Here is a picture of the speckling in our glaze, as I reported in the last post:
Snowstorm in the pines.
This is a particularly spotty example and it makes us grimace every time we see pieces like this one.
But after a lot of sweating and fretting, Ben finally came up with the idea that we might solve the problem by painting slip on the pieces we had already thrown. It was the only way we could get a good number of pots to Joyce, in Wyoming, in time for her shows this fall. The slip we’re using is a recipe we got from a demonstration we went to in Red Lodge about a year ago.
So we gave it a sample trial. It seemed to work really well, so we painted slip on a good kiln load of ware.
Then we bisque fired them again – to sinter the slip so we wouldn’t have problems with it peeling when we dipped the piece in a tub of glaze – then glazed and fired them to cone 6. While we waited for the load to fire and cool, we painted slip on another load.

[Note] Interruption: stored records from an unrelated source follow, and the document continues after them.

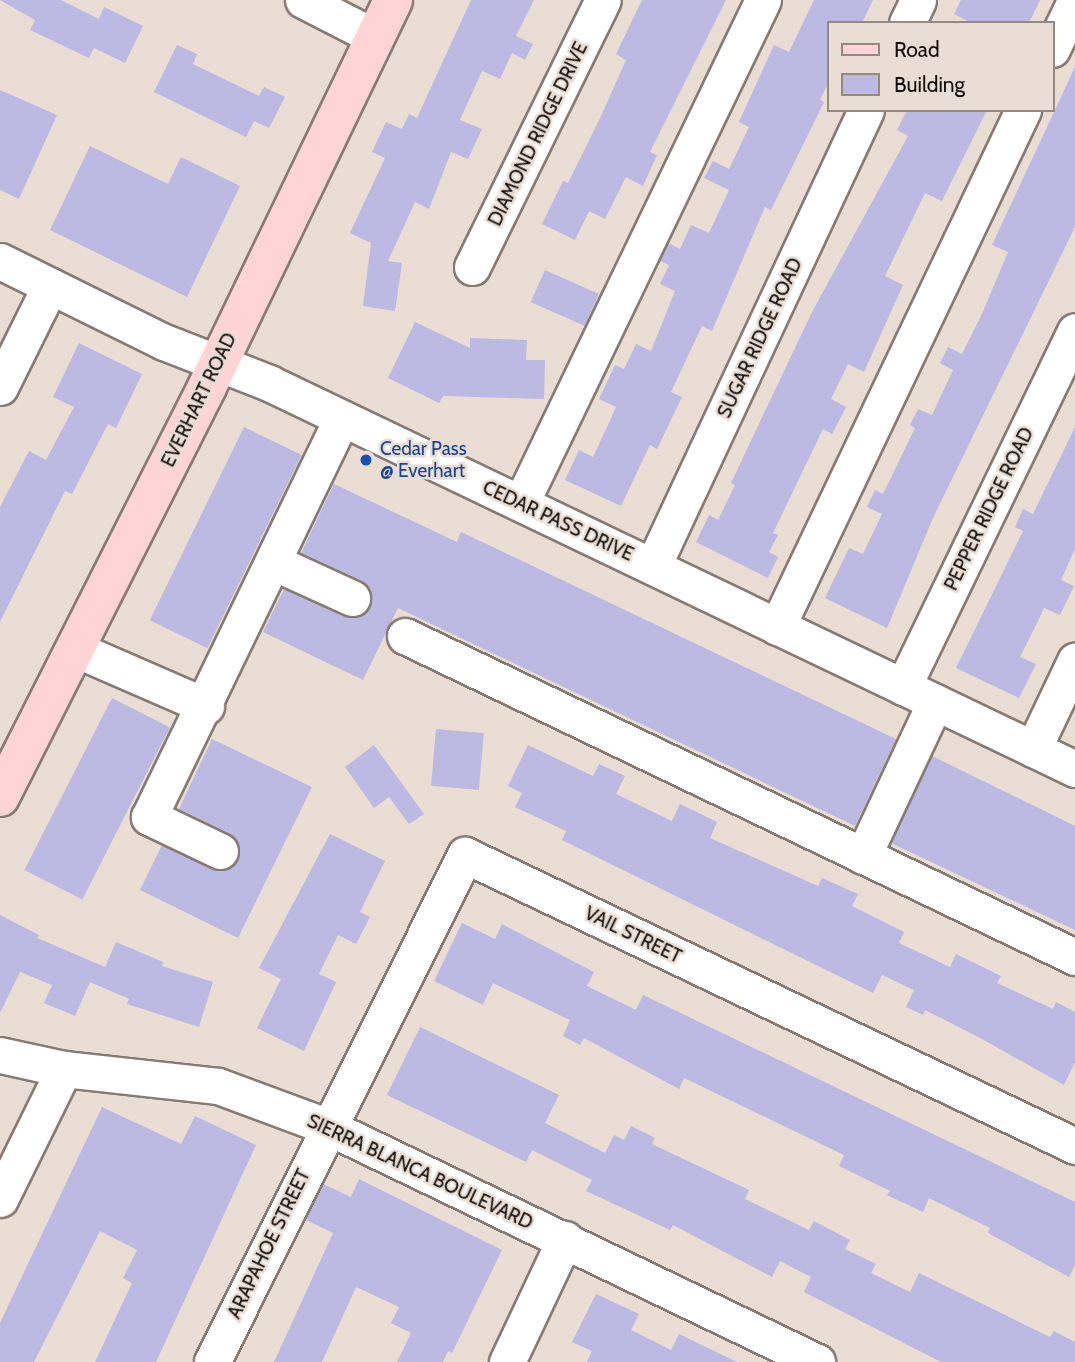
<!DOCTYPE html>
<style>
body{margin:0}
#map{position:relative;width:1075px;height:1362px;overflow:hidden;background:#eaddd4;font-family:Cabin,sans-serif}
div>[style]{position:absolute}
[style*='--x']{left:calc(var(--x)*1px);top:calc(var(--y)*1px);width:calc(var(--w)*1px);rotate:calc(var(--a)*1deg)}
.building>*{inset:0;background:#bcb9e3;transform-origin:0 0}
.roads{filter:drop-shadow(2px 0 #867a73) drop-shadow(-2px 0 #867a73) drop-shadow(0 2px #867a73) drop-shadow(0 -2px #867a73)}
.minor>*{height:35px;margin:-17.5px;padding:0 17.5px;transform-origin:17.5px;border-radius:17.5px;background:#fff}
.major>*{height:38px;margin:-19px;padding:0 19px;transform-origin:19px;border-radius:19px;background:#ffd4d6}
.dots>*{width:19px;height:19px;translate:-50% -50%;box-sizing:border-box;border:4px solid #eaddd4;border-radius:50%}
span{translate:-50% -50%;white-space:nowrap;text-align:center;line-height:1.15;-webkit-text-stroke:5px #eaddd4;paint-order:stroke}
.street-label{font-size:19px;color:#120e0b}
.transit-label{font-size:19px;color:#164399}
.left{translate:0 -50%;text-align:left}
.legend{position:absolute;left:827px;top:21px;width:228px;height:91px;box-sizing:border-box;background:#eaddd4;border:2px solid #948a84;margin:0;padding:9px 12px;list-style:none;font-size:21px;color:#120e0b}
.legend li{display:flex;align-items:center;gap:14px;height:35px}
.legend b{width:35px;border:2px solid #948a84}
</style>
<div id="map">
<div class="building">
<i style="clip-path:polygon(0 0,61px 0,99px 19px,104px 7px,143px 26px,125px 63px,94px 48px,89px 58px,30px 30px,35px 20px)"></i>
<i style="clip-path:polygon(471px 0,534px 0,516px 36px,533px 44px,525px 60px,512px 53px,500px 79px,482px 71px,460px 120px,482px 129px,468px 159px,451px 152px,429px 209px,415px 202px,388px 261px,402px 263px,395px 311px,363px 306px,371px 243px,350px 233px,385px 158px,372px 152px,386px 122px,402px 129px,409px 114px,417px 118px)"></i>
<i style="clip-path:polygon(642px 0,726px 0,650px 152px,657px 155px,643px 186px,626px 177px,605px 219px,589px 211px,575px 240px,542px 224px,563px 181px,568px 183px,601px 116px,626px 60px,616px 54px)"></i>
<i style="clip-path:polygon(814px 0,873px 0,862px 23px,828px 23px,828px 83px,820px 100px,824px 102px,771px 210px,765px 207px,712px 331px,702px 326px,671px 392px,682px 397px,657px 449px,650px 445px,621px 506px,565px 480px,579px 450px,593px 457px,608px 425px,616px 407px,599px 399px,615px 365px,624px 369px,636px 344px,651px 351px,675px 291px,660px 284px,669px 265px,660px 261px,668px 243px,680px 249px,691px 225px,709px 233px,729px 190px,704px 178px,713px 161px,729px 169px,749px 127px,739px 122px,774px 45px,789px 52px)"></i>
<i style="clip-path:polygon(961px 0,1040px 0,1029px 23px,972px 23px,954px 14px)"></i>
<i style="clip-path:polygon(177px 45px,197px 54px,193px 64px,259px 96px,264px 87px,285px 97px,269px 128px,254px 121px,246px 137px,154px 92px)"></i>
<i style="clip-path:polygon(1075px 67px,1075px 227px,933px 518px,887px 628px,825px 598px,849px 548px,863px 554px,882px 514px,867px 507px,875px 490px,883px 494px,915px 428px,910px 425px,918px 409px,932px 415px,953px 370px,940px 363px,948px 347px,962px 354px,982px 314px,1008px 252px,992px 245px)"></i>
<i style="clip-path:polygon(0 90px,57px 115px,19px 199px,0 190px)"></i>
<i style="clip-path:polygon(907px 110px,987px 110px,942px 201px,925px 193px,885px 276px,903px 285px,864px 372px,848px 364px,831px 399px,846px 407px,832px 434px,823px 429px,773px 533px,778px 535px,769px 552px,778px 557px,768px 578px,696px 542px,709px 515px,718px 520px,735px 485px,731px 483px,812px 312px,908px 136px,897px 130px)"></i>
<i style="clip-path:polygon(90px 146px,168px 184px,181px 157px,240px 186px,187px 297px,50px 230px)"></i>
<i style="left:545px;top:270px;width:59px;height:35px;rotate:24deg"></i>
<i style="clip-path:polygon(415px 322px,470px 348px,470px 338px,527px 340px,526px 360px,545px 360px,544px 399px,443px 396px,439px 403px,388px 378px)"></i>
<i style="clip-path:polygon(79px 343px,142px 374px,116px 428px,108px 424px,72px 494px,65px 491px,0 622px,0 507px,29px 451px,46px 460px,74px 407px,53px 397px)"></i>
<i style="left:244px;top:427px;width:64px;height:215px;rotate:26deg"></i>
<i style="clip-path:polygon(1075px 427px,1075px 549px,1061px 580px,1074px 586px,1060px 615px,1044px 608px,1037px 623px,1020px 657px,1036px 664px,1019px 698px,956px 668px,1023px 531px,1015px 527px,1023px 509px,1033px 514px)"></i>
<i style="clip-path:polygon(334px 484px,457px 542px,461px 532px,896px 739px,855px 826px,398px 608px,363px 680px,263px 632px,284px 589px,344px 617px,363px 615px,370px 607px,372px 595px,361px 580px,301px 553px)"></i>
<i style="left:112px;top:698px;width:65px;height:193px;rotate:27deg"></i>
<i style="left:436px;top:729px;width:48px;height:57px;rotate:5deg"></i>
<i style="clip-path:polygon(212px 739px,312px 787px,238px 938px,140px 890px,162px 845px,221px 871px,238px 859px,237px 840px,229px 833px,179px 809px)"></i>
<i style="clip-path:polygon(374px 745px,424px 814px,409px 824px,389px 797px,374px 808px,345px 767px)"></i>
<i style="clip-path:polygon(528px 745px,593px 776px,599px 764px,625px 776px,616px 794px,672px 821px,680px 804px,717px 822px,710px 838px,818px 886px,822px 878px,858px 894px,852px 906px,904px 932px,899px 943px,950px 967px,956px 954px,1001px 976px,997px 983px,1053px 1009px,1056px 1002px,1075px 1012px,1075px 1062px,1064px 1085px,982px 1039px,925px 1010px,923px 1015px,906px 1007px,914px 990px,882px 975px,873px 993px,562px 840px,566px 831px,515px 807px,522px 793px,508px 786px)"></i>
<i style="clip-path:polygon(932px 756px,1075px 826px,1075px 930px,891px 843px)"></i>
<i style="clip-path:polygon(330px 834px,385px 861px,360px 912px,370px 917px,356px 944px,338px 935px,319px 974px,336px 982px,304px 1051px,257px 1028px,281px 979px,259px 968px)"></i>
<i style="clip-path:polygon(0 915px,39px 935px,37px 938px,105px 967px,116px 942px,163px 962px,162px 966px,213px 982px,199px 1027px,127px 1004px,129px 999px,90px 982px,75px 1016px,44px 1003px,52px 985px,20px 972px,0 1013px)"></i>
<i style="clip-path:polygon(462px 923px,495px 939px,502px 924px,594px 972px,587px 986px,636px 1010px,643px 995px,1075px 1202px,1075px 1265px,1069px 1277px,988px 1233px,990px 1228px,929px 1198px,923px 1212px,887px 1195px,890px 1191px,839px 1166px,844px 1155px,684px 1078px,679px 1089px,584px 1038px,580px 1045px,563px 1036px,570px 1020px,493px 983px,483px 1005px,434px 981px)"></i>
<i style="clip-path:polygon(420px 1027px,559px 1095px,545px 1123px,605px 1153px,614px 1135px,624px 1140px,631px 1126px,655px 1138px,652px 1144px,749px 1190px,745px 1199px,809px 1230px,814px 1221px,850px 1240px,845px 1249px,876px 1264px,871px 1273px,910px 1292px,919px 1273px,1050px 1337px,1054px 1331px,1075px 1342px,1075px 1362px,941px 1362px,804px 1292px,811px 1277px,780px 1261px,772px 1277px,673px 1225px,670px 1230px,586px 1191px,592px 1180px,532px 1150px,526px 1162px,387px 1095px)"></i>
<i style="clip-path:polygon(102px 1107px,181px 1144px,195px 1116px,256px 1145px,156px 1362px,95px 1362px,132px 1283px,123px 1278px,137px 1250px,100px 1231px,34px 1362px,0 1362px,0 1323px)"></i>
<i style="clip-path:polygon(359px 1179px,502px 1250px,452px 1353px,448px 1351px,443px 1362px,397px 1362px,411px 1333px,391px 1323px,399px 1307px,356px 1287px,322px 1362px,274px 1362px,333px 1233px,306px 1220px,323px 1184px,351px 1197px)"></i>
<i style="clip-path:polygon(596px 1294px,639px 1314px,631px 1330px,671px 1350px,679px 1334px,737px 1362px,587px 1362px,592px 1351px,572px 1342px)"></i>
</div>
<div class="roads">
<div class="minor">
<i style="--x:303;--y:0;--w:81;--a:27.2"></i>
<i style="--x:907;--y:23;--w:25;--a:-64"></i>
<i style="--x:1052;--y:49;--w:53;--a:-64.4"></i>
<i style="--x:0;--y:261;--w:183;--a:26.3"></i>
<i style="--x:164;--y:342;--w:113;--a:21.3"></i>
<i style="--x:269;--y:383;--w:894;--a:25.59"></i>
<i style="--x:472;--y:267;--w:297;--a:-63.9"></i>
<i style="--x:0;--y:387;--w:113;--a:-63.7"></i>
<i style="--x:521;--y:503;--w:558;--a:-64.31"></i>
<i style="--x:273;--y:562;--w:87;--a:24.5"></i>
<i style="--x:653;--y:566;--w:503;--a:-64.96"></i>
<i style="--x:777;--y:627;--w:573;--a:-64.55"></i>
<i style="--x:405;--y:636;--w:743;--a:25.6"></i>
<i style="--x:75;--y:649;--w:143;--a:23.5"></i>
<i style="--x:903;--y:687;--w:395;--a:-64.2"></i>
<i style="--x:1033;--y:749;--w:98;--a:-64.5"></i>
<i style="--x:220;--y:851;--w:79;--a:-154.4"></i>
<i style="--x:149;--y:817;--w:443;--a:-64.2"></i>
<i style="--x:863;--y:856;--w:170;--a:-64.9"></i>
<i style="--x:0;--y:1055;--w:66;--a:12.3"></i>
<i style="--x:64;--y:1069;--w:155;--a:6.3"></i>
<i style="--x:218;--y:1086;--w:115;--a:20.3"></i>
<i style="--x:326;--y:1126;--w:545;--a:25.67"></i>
<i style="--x:0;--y:1199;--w:145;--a:-63.8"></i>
<i style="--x:212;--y:1362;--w:567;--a:-63.48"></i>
<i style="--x:465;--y:855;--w:676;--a:25.5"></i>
<i style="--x:507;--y:1362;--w:136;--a:-64.8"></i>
</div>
<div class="major">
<i style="--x:0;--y:797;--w:459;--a:-63.2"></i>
<i style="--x:207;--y:387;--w:429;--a:-64.3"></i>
</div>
</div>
<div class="dots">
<i style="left:366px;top:460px;background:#1a4fb4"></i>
</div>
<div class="street-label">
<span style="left:538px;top:134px;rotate:-64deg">DIAMOND RIDGE DRIVE</span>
<span style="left:760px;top:338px;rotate:-65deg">SUGAR RIDGE ROAD</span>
<span style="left:199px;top:400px;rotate:-64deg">EVERHART ROAD</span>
<span style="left:989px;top:509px;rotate:-64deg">PEPPER RIDGE ROAD</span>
<span style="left:558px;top:521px;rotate:25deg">CEDAR PASS DRIVE</span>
<span style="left:633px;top:935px;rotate:26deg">VAIL STREET</span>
<span style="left:420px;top:1172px;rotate:25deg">SIERRA BLANCA BOULEVARD</span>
<span style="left:269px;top:1244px;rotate:-64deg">ARAPAHOE STREET</span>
</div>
<div class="transit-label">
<span class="left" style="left:380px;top:460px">Cedar Pass<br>@ Everhart</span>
</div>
<ul class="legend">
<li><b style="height:9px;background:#ffd4d6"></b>Road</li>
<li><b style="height:19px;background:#bcb9e3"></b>Building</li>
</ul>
</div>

When that first load came out we didn’t exactly sigh with relief, though. There was still some speckling and we had some pitting as well. I figured out, after a couple of loads, that too much slip will cause the drying glaze to pit, while not enough will still allow some speckling. It’s a fine line that we haven’t entirely figured out, but now all the ware we had on hand for white ware with the old clay is slipped and ready to fire again.
But the pieces we’re firing now are far better than the ones we fired before we painted on the slip, so we carried on and will have a pile of work to deliver to Powell, Wyoming this Wednesday, just in time for Joyce’s first holiday show this weekend.
But we’re glad we got some different clay from Helena, even though we are not especially happy with this particular clay body. We won’t have to fire the ware three times, which makes our pots that much more expensive to produce.
The texture of the clay from Helena is so fine, though, that I cannot throw platters unless I add some coarser grit material (I use what we potters call grog), since my platters out of this clay have all cracked in half, and the clay is a bit too dark for our white ware.
It is, however, the only real choice we can get without shipping it in, which can take two weeks or longer as we wait for a local truck to travel to and from the right places (otherwise shipping costs more than the clay); so we’re just going with it for now. We have enough to get us through – so long as I can get started soon – while I work through some experiments to come up with a recipe for a new clay body that we hope we’ll like a whole lot more.
Then we’ll be able to figure out which glaze recipe will be most compatible for the new clay.
Wow, impressive. How many run-on sentences did I just write?